Felix Scott was one of the early politicians of the county and somewhat of a character. Though a man of culture, he fell in with the manners and customs of the country and the spirit of the times, and was not averse to a fist fight. Being challenged to fight a duel, such was his courage and contempt for his antagonist that he quietly stood with his gun in his hand presented without offering to fire, and after his opponent had fired at him, coolly laid his gun aside and gave the fellow a most unmerciful beating with his fists. He served a number of terms in the lower house and also in the senate, and was made president pro tem of that body in the absence of a lieutenant-governor. He came from Monongahela County. West Virginia. He moved to Oregon in the early 40's.

John D. Coalter was a man of fine mental culture and a lawyer of ability. He was a logical and effective speaker. His speeches were models' of diction and literary elegance and were eloquently delivered. While they read better than those of Wm. A. Campbell, they did not equal Campbell's fine and eluent delivery.
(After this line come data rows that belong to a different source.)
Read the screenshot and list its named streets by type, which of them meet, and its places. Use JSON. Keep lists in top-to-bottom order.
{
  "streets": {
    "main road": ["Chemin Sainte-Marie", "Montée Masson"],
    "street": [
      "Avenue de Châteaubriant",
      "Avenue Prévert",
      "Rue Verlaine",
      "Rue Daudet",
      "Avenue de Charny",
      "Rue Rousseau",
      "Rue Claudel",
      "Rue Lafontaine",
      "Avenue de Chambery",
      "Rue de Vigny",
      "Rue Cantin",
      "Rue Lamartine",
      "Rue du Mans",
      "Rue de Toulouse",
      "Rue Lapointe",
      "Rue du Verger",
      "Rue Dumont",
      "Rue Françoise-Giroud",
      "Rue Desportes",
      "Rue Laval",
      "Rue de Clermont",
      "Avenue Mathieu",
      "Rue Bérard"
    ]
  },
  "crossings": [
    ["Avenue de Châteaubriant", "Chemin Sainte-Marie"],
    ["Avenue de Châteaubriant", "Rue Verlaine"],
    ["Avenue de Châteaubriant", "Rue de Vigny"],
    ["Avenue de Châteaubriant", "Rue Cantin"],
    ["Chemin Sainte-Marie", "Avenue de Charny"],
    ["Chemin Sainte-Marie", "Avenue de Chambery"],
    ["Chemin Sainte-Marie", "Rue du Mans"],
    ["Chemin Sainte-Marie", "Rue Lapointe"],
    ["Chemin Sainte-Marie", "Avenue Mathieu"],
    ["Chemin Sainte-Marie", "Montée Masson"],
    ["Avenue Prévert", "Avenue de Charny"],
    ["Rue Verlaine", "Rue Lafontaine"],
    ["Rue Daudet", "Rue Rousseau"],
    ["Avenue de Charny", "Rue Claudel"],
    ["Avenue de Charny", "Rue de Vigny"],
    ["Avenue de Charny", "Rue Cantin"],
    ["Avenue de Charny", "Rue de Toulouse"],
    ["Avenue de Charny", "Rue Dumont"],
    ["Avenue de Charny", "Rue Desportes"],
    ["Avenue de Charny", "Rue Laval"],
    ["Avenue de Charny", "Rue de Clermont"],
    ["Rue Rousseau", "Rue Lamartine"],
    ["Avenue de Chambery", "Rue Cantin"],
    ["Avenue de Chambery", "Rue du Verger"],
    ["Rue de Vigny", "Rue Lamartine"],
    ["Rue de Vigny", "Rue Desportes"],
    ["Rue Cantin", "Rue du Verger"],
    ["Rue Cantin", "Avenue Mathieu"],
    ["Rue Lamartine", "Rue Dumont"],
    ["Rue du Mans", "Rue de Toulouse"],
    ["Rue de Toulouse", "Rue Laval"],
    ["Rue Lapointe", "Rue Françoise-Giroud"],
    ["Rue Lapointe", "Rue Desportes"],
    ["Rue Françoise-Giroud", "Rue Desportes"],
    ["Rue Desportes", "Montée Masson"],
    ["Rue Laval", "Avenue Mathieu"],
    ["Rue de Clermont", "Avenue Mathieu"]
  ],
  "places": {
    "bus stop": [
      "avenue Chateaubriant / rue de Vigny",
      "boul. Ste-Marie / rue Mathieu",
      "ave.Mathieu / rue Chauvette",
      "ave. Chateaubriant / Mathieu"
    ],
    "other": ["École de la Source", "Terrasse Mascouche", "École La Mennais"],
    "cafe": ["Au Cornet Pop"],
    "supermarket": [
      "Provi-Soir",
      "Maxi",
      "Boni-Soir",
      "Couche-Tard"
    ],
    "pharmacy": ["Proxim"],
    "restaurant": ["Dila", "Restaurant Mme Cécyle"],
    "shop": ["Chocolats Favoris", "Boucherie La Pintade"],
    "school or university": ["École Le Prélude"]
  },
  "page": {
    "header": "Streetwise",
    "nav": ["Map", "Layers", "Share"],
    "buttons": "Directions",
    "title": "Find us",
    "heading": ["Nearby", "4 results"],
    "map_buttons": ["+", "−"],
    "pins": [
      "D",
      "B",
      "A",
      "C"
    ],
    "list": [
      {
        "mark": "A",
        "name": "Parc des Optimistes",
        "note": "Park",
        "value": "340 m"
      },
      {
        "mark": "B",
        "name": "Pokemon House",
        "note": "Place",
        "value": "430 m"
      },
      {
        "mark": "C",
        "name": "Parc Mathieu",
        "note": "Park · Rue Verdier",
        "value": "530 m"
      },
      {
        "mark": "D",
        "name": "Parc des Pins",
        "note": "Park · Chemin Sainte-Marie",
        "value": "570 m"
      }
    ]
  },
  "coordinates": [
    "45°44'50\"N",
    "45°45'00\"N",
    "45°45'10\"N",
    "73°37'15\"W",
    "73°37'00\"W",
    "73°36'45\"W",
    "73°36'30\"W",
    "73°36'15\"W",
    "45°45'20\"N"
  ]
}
Campbell, while somewhat eccentric, was a finished orator. He was indifferent to his personal appearance, and an anecdote to this effect is told on him. He stayed much of his time with his sister, Mrs. Dr. McCluer. When starting to the legislature of which he was a member, Mrs. McCluer packed his trunk, and placed in it a dozen laundried shirts, and strictly charged him that he should put on two clean shirts a week, which he promised to do. Six weeks afterwards on his return to Dardenne, his sister examined his trunk for the soiled linen, but to her great consternation, found none. She at once said to him, "Brother Billy, where are your soiled shirts? I find none in your trunk." He replied, "Did I not promise' to put on one twice a week?" and he had strictly followed orders, but had forgotten to take off the soiled ones. Both men were of temperate habits and strictly honorable and upright in their lives. Neither was ever defeated in an election when before the people. Campbell distinguished himself as a leader in the senate and Coalter was the acknowledged leader of the house.

Major Overall, who came to the county in 1795, was a wealthy farmer of the Point Prairie. He represented the county as one of its law makers. He was a man of high character and intelligence. He took no part in political stump speaking, but was an earnest Whig and well posted in politics and current events.

The first session of the legislature of the new state was held in the town of St. Charles in a house on Main Street, which had been built for a hotel. The building has long since been removed and replaced by another. St. Charles has been remiss in preserving historical landmarks. A new people has come in who seem to have cared nothing for the old heroes. There is but one relic of the past in the county. That is the old log house on the Major Heald place, built in 1797, and now occupied as a chapter-house by the Rebecca Heald Chapter, D. A. R.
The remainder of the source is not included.